Gegen diese menschlichen Faktoren gibt es keine Software, und so bekommt man – egal welchen Sicherheits-Spezialisten man nach den heute aktuellen Bedrohungen fragt – immer ein und dieselbe Antwort: Mitarbeiter und deren mangelnde Sensibilisierung. «Einen gewissen Grundschutz mit Policies, Firewall und Virenscanner hat mittlerweile fast jedes Unternehmen», führt Magnus Kalkuhl, Virenanalytiker bei den Kaspersky Labs aus. «Nachholbedarf besteht bei den Angestellten: Auch heute noch werden viele Mailanhänge bedenkenlos geöffnet und wichtige Dateien auf unverschlüsselten Datenträgern transportiert. Viele dieser Probleme liessen sich mit einfachen Schulungen innerhalb des Unternehmens aus der Welt schaffen.» Um gegen die Sicherheitsbedrohungen der Zukunft gewappnet zu sein, reiche es nicht, einmal im Jahr die Sicherheitsrichtlinien zu aktualisieren, so Kalkuhl weiter. «Mit jedem neuen Mitarbeiter, jeder neuen Software und jeder neuen Hardware ändert sich auch die Sicherheitslandschaft eines Unternehmens. Es ist illusorisch zu glauben, dass ein IT-Administrator diese Verantwortung nebenbei erledigen könnte. Deswegen sollte mindestens ein Mitarbeiter einzig und allein für das Thema IT-Sicherheit abgestellt werden.»
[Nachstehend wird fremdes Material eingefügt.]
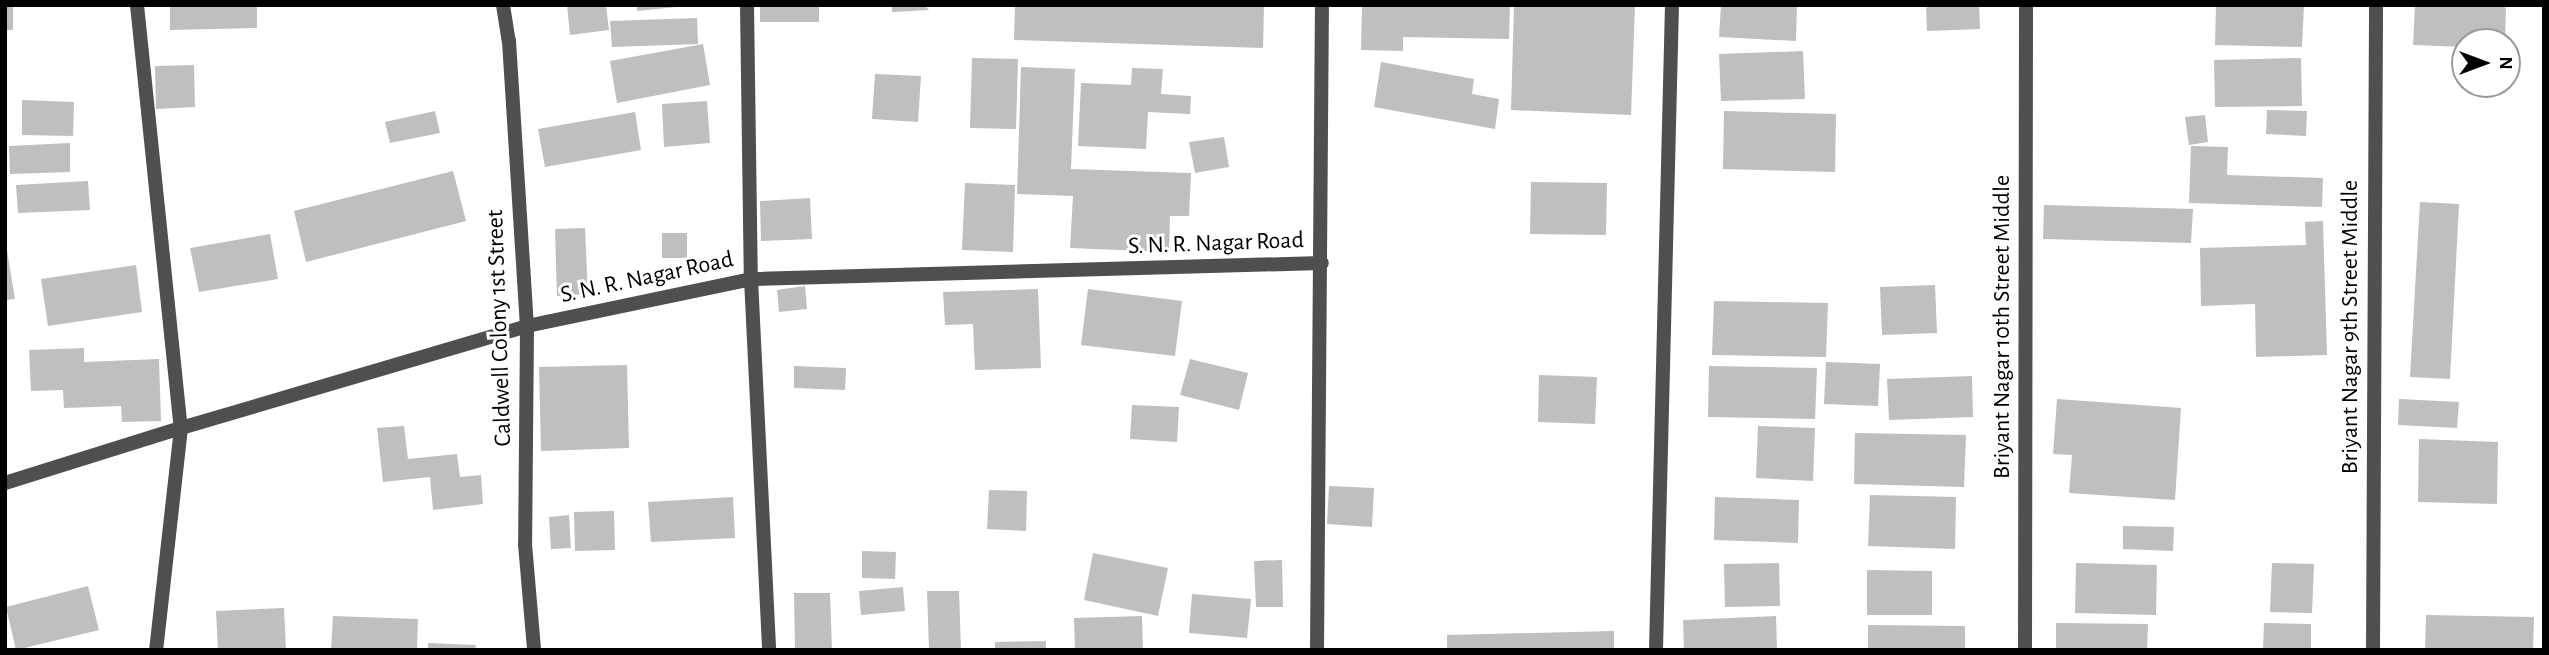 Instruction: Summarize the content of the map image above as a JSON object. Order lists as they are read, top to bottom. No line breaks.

Johner von IBM spricht von zwei Strategien, um die IT-Sicherheit künftig gewährleisten zu können: Die Bewusstseinsschulung der Mitarbeiter und der Einsatz neuer technischer Hilfsmittel. «Die Bewusstseinsschulung muss sehr feinfühlig geschehen, ist aber mindestens so erfolgsversprechend wie reine technische Massnahmen und in der Regel kosteneffizienter.» Jedoch müsse darauf geachtet werden, dass kein Klima des Misstrauens und der Überwachung entsteht. Technische Abwehrmassnahmen wiederum würden dadurch raffinierter, dass sie gesammelte Informationen über einen längeren Zeitraum speichern und analysieren. So lassen sich neue Verhaltensmuster auch dann erkennen, wenn eine Attacke schleichend erfolgt.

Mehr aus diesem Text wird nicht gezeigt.